Pirated 4K 'Aquaman' rip suggests iTunes 4K movie DRM has been broken

Posted:
in iPod + iTunes + AppleTV edited March 7
The appearance of a pirated 4K-resolution version of the movie "Aquaman" on torrent sites is suspected to have been acquired from the iTunes store, which if true is a sign that someone has found a way around Apple's copyright protection measures.


"Aquaman"


While pirated movies are not an unusual sight, it has been noted tracker sites are circulating a version of the movie that uses "Web-DL" in the title, which denotes that it is a web download, typically from video streaming services such as Netflix, Amazon, and iTunes.
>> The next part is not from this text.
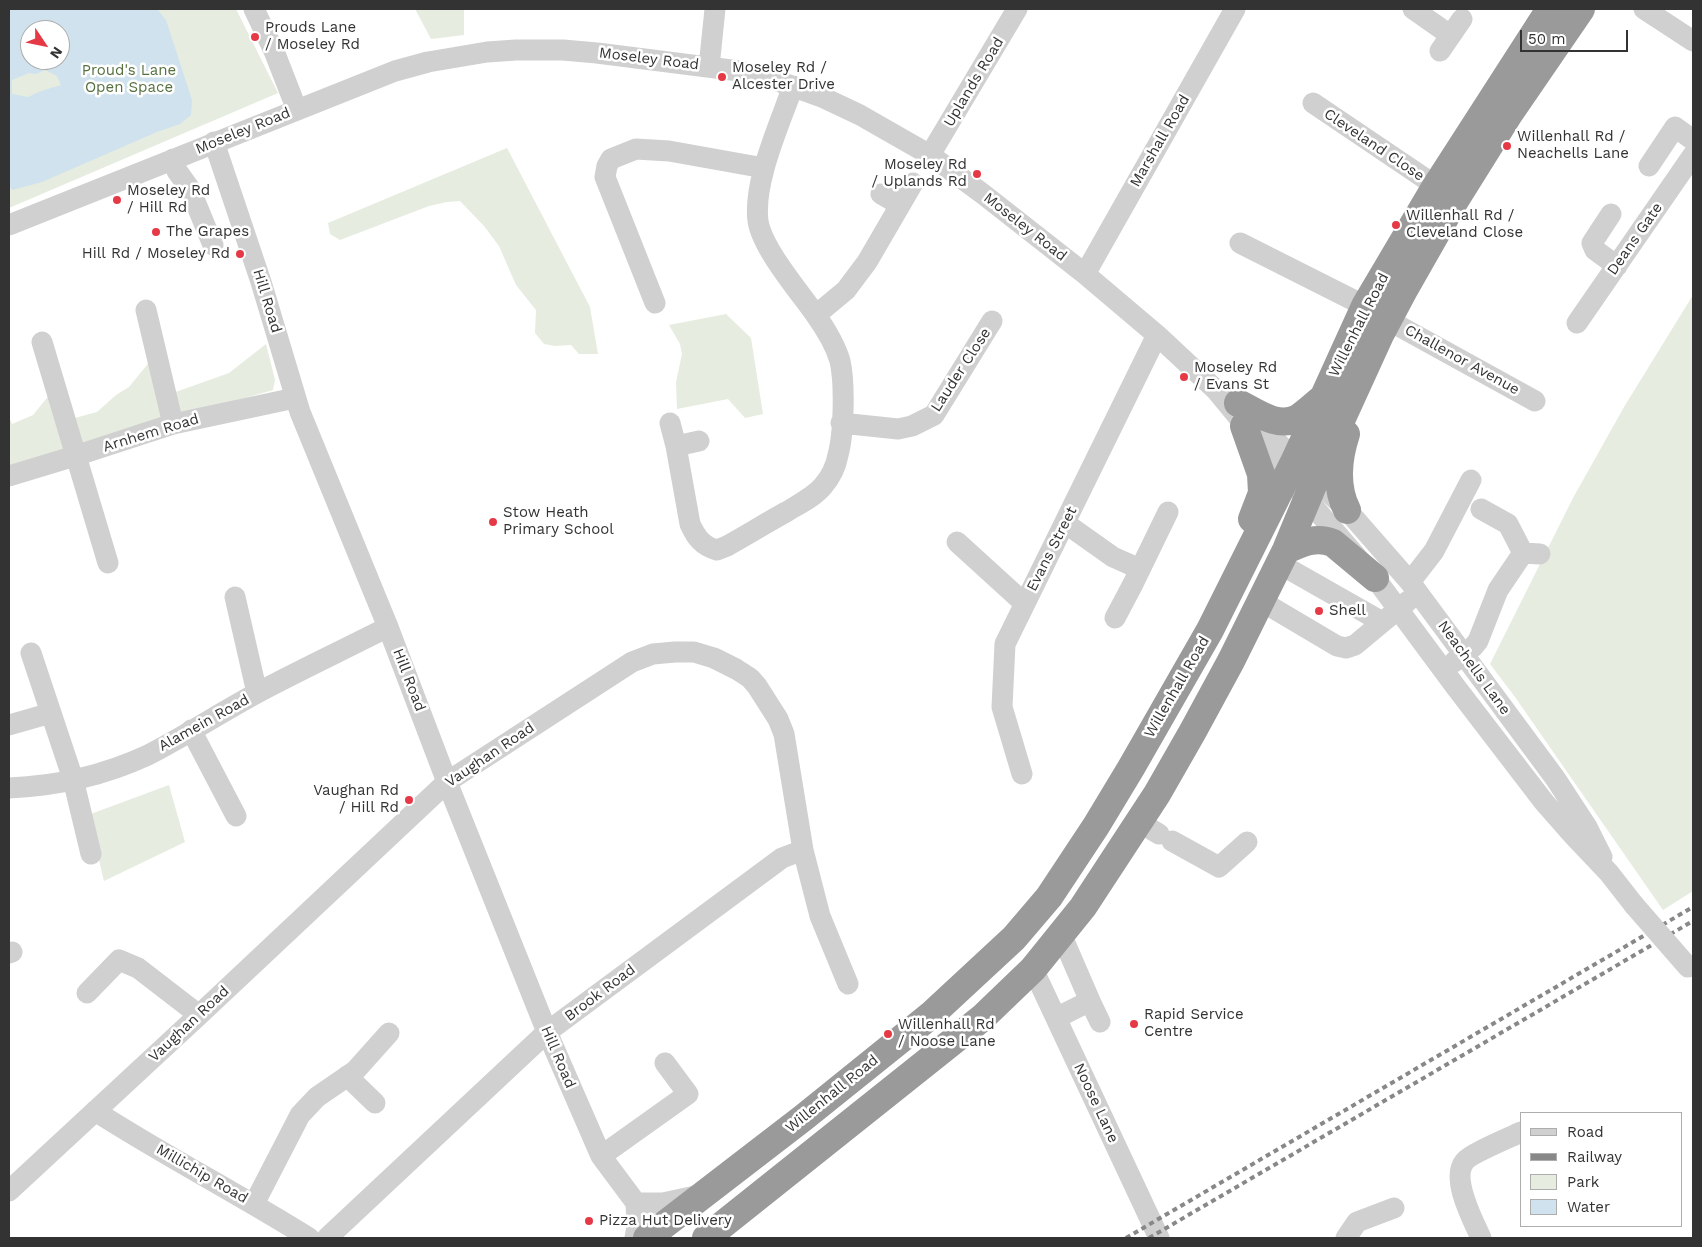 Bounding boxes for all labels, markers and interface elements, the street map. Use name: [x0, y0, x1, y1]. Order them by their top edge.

As the file appeared shortly after it became available to purchase on iTunes, reports TorrentFreak, with 4K versions of the movie not currently available on either Netflix nor Amazon. The timing and the lack of availability at that resolution prompted rumors that those behind the ripped video's creation had discovered how to defeat Apple's iTunes 4K protection, be it by cracking or by breach.

There is some debate about the claim, as the report notes that it could be a mislabeled download. However, the limited availability from other avenues makes it seem plausible to have been acquired from iTunes. While a version is available in 4K on Vudu, it was released after the pirated upload first became available.

If genuine, the existence of a pirated version of a 4K film sourced from iTunes could mean more pirated releases of other movies at the high resolution could also be on the way.

At present, there is no way to watch 4K movies from iTunes on a Mac or iOS device, with the content only playable and not downloadable on an Apple TV 4K. Given Apple's penchant for security, it is likely that it is investigating the issue to close the breach or security hole as quickly as possible.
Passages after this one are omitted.